▶ [ACTION ITEM]:
Every line from the one that contains "Input: one rendered" to the end of the records must be restated word for word. No other line belongs in the answer.

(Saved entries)
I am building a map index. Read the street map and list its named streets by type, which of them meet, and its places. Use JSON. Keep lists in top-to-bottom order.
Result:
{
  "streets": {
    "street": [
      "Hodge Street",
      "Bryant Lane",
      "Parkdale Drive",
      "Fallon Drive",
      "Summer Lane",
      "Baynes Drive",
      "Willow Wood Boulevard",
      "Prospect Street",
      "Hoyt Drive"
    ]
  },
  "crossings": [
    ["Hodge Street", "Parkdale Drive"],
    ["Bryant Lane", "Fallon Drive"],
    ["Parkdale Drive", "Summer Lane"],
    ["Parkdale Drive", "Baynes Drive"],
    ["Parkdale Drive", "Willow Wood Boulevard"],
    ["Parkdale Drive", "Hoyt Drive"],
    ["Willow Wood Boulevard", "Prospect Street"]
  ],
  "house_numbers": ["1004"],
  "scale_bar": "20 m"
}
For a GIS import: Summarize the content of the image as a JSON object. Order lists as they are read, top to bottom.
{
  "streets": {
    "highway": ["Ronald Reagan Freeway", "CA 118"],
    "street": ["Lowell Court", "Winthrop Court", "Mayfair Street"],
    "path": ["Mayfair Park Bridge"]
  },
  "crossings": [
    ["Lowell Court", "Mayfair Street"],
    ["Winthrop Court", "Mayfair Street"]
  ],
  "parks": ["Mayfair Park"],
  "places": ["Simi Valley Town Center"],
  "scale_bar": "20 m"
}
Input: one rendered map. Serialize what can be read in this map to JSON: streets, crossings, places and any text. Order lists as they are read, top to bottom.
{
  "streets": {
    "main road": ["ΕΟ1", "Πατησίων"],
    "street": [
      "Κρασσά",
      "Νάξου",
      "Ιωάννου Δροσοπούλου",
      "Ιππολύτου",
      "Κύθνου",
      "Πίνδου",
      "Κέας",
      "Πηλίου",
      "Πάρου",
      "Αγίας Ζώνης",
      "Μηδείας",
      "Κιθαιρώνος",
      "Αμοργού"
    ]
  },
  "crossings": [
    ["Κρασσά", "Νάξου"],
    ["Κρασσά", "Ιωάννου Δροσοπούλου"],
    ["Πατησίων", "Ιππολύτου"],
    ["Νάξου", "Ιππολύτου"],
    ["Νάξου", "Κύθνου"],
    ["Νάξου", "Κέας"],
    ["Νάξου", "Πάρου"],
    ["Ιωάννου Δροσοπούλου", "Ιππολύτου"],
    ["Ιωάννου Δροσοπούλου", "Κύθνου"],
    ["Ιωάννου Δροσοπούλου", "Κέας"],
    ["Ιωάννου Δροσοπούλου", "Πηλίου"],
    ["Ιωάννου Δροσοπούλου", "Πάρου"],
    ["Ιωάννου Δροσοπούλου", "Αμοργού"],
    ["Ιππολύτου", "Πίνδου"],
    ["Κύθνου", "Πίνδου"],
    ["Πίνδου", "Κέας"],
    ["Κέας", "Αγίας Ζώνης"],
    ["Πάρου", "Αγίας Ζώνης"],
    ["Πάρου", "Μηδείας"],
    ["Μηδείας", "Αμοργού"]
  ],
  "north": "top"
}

▶ [SOLUTION BELOW]:
Input: one rendered map. Serialize what can be read in this map to JSON: streets, crossings, places and any text. Order lists as they are read, top to bottom.
{
  "streets": {
    "main road": ["ΕΟ1", "Πατησίων"],
    "street": [
      "Κρασσά",
      "Νάξου",
      "Ιωάννου Δροσοπούλου",
      "Ιππολύτου",
      "Κύθνου",
      "Πίνδου",
      "Κέας",
      "Πηλίου",
      "Πάρου",
      "Αγίας Ζώνης",
      "Μηδείας",
      "Κιθαιρώνος",
      "Αμοργού"
    ]
  },
  "crossings": [
    ["Κρασσά", "Νάξου"],
    ["Κρασσά", "Ιωάννου Δροσοπούλου"],
    ["Πατησίων", "Ιππολύτου"],
    ["Νάξου", "Ιππολύτου"],
    ["Νάξου", "Κύθνου"],
    ["Νάξου", "Κέας"],
    ["Νάξου", "Πάρου"],
    ["Ιωάννου Δροσοπούλου", "Ιππολύτου"],
    ["Ιωάννου Δροσοπούλου", "Κύθνου"],
    ["Ιωάννου Δροσοπούλου", "Κέας"],
    ["Ιωάννου Δροσοπούλου", "Πηλίου"],
    ["Ιωάννου Δροσοπούλου", "Πάρου"],
    ["Ιωάννου Δροσοπούλου", "Αμοργού"],
    ["Ιππολύτου", "Πίνδου"],
    ["Κύθνου", "Πίνδου"],
    ["Πίνδου", "Κέας"],
    ["Κέας", "Αγίας Ζώνης"],
    ["Πάρου", "Αγίας Ζώνης"],
    ["Πάρου", "Μηδείας"],
    ["Μηδείας", "Αμοργού"]
  ],
  "north": "top"
}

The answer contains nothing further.